Money paid into super is called a contribution. There are three types of contributions. First are employer, or Super Guarantee Contributions (SGC) which is the amount work has to put into your super. This is currently 9.25% of your annual salary. Second are pre tax or salary sacrifice contributions. Third are post tax or personal contributions. You need to be aware of the contribution limits when putting money into super. Contributions are strange creatures as they like to be known by different names. When in the mood pre tax contributions are also called Concessional Contributions and post tax contributions are also called Non Concessional contributions.
A 15% tax that is applied on all concessional contributions.
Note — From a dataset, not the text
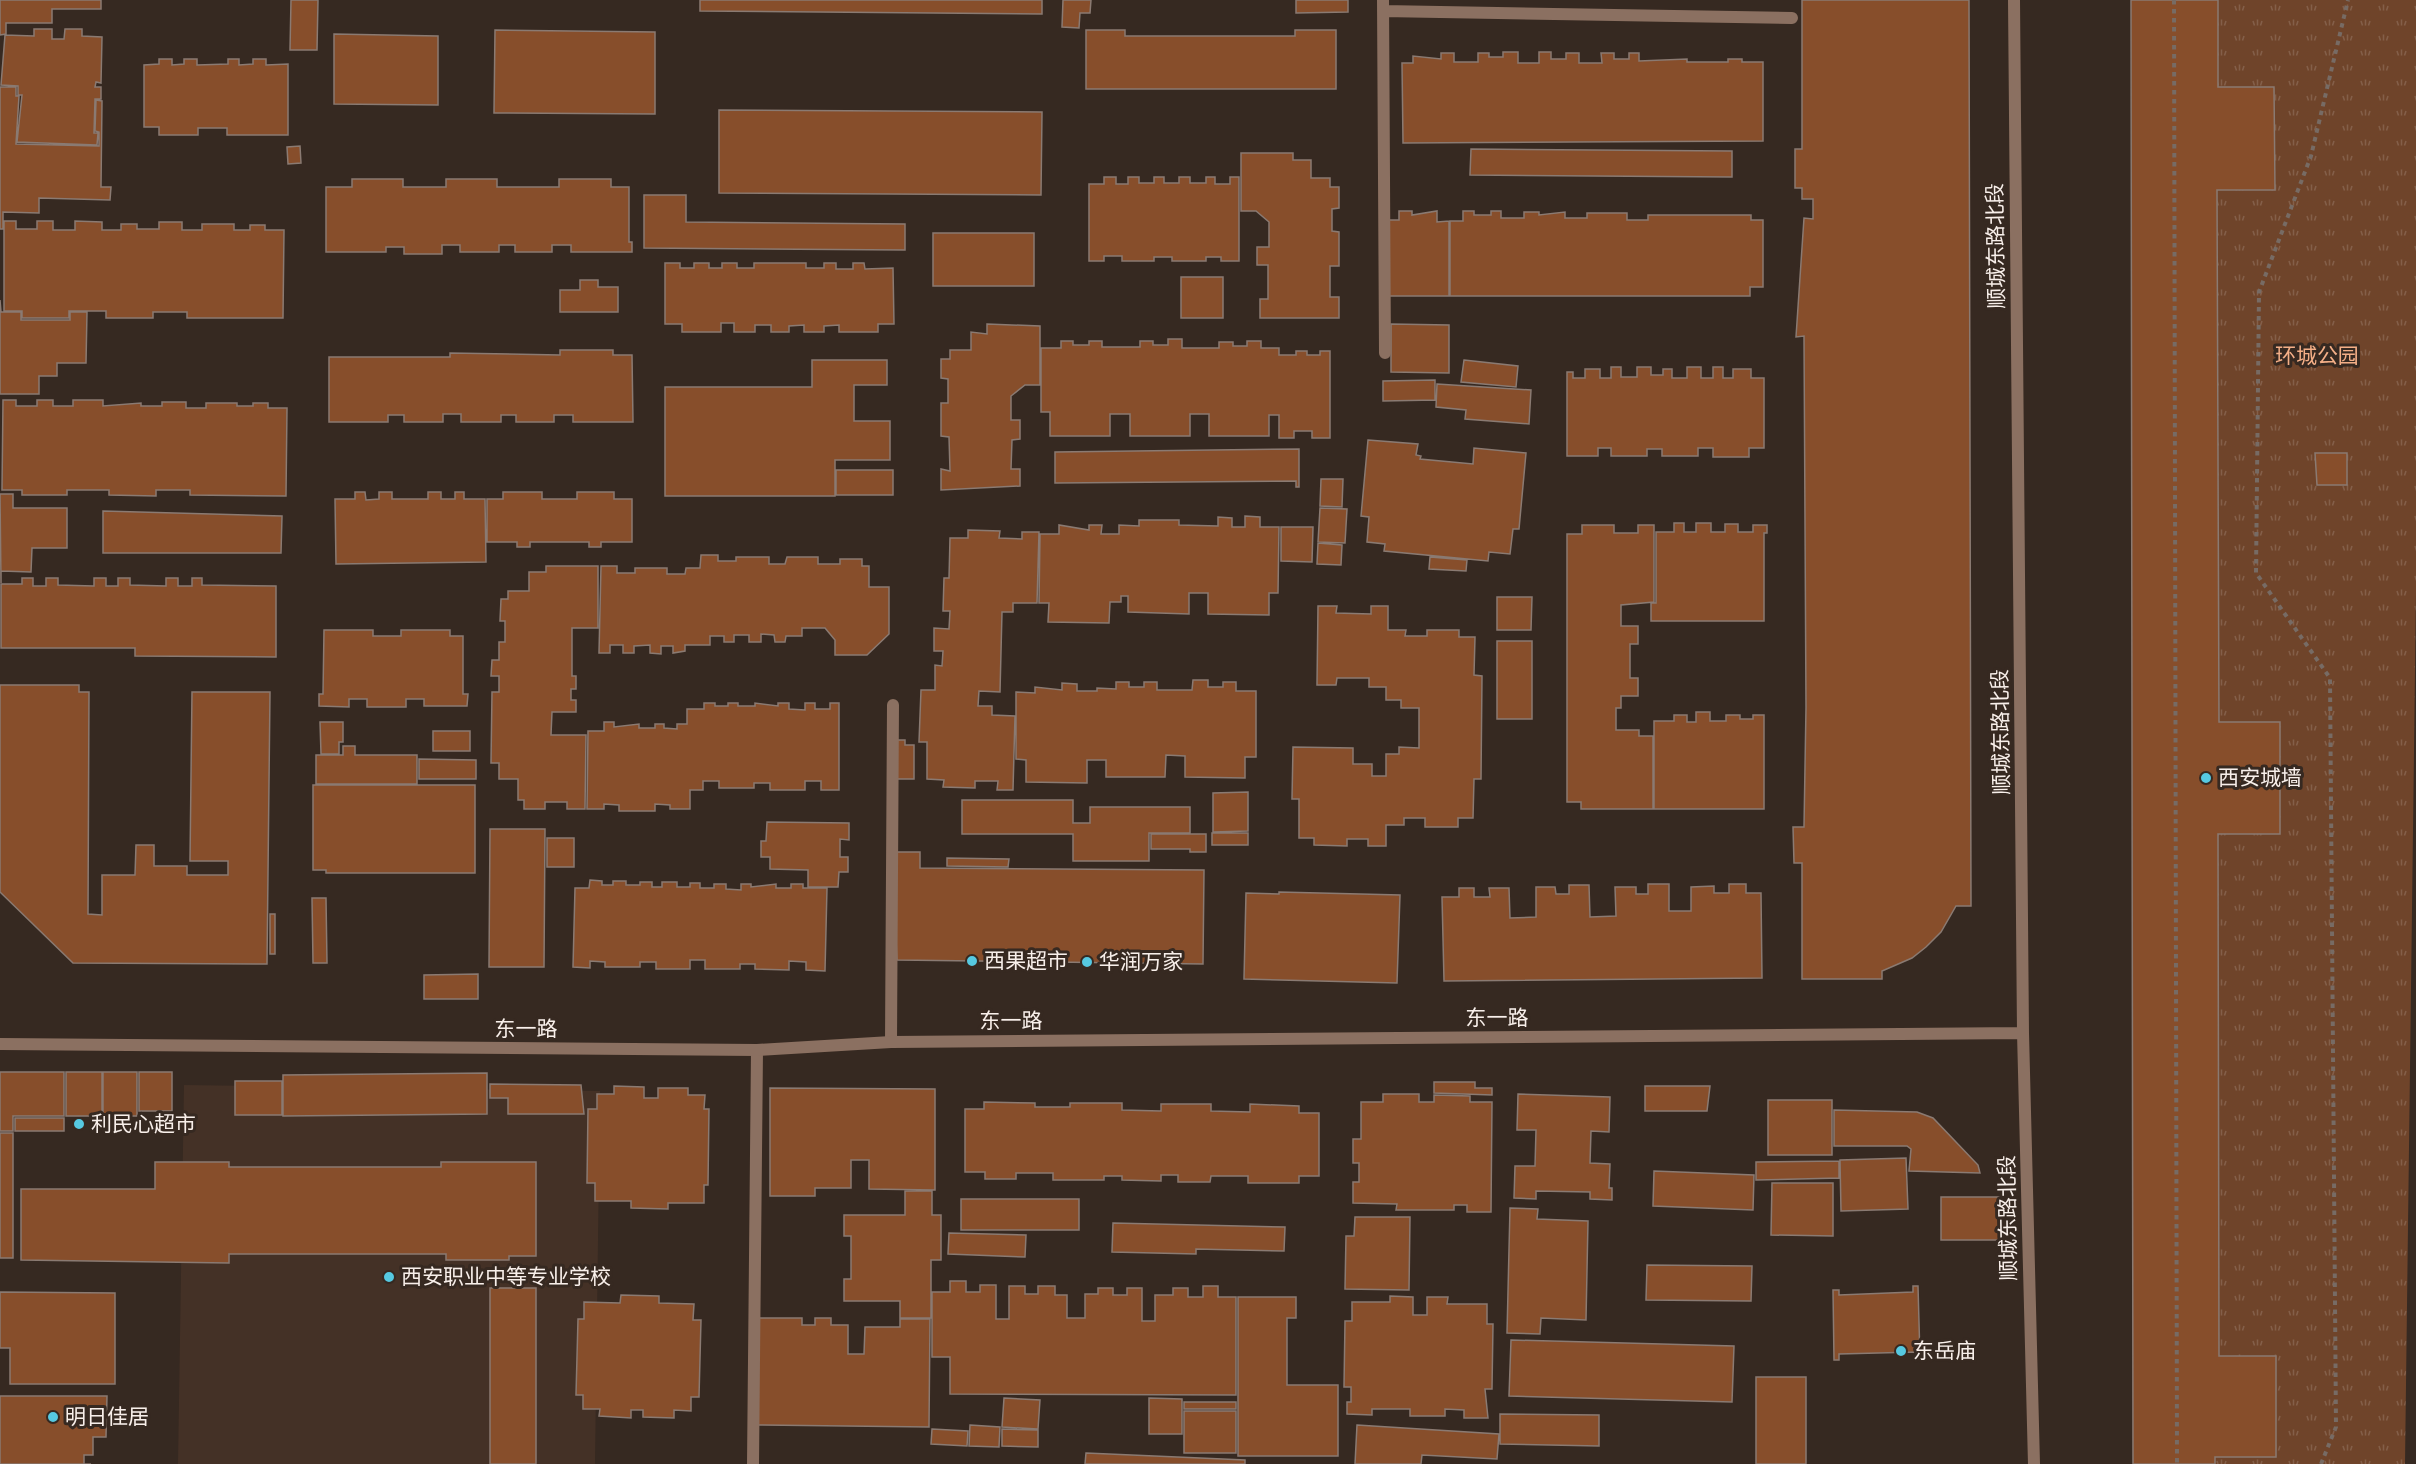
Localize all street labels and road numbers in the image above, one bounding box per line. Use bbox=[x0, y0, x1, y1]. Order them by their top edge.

This includes employer, pre tax or salary sacrifice contributions. High income earners (over $300,000) pay an additional 15% contributions tax on top of this.
A document that contains the details of a loan, including the term, interest rate, fees and charges and repayments. It you are borrowing money you will receive a credit contract. Legally credit providers must provide this to you.
A file kept by a credit reporting agency that shows your credit history. Lots of information is recorded on your credit file such as where you have lived, where you have worked, if you owe any money and so on. Lenders will access your credit file to decide if they want to lend money to you. If you have any defaults such as outstanding doctors bill this will be listed on your credit file and is a black mark against you. Every time you apply for credit, be it a mobile phone, credit card or an interest free deal this will be recorded on your credit file. You can get a copy of your credit file for free. Visit http://www.mycreditfile.com.au/home/free-credit-file.dot
You must be provided with a Credit Guide by anyone engaging in certain credit activities with you (eg home loan). The Credit Guide contains information about the lender, their licence number, how they get paid, who they deal with and a dispute resolution process.
An assessment of the credit-worthiness of individuals and corporations, based on their borrowing and repayment history. For example they have checked Jane Spendalot’s credit file and found she had applied for five credit cards last month, never paid her mobile phone bills and had changed job twenty times in the last year. Their credit rating assessment of her is unlikely to be favourable.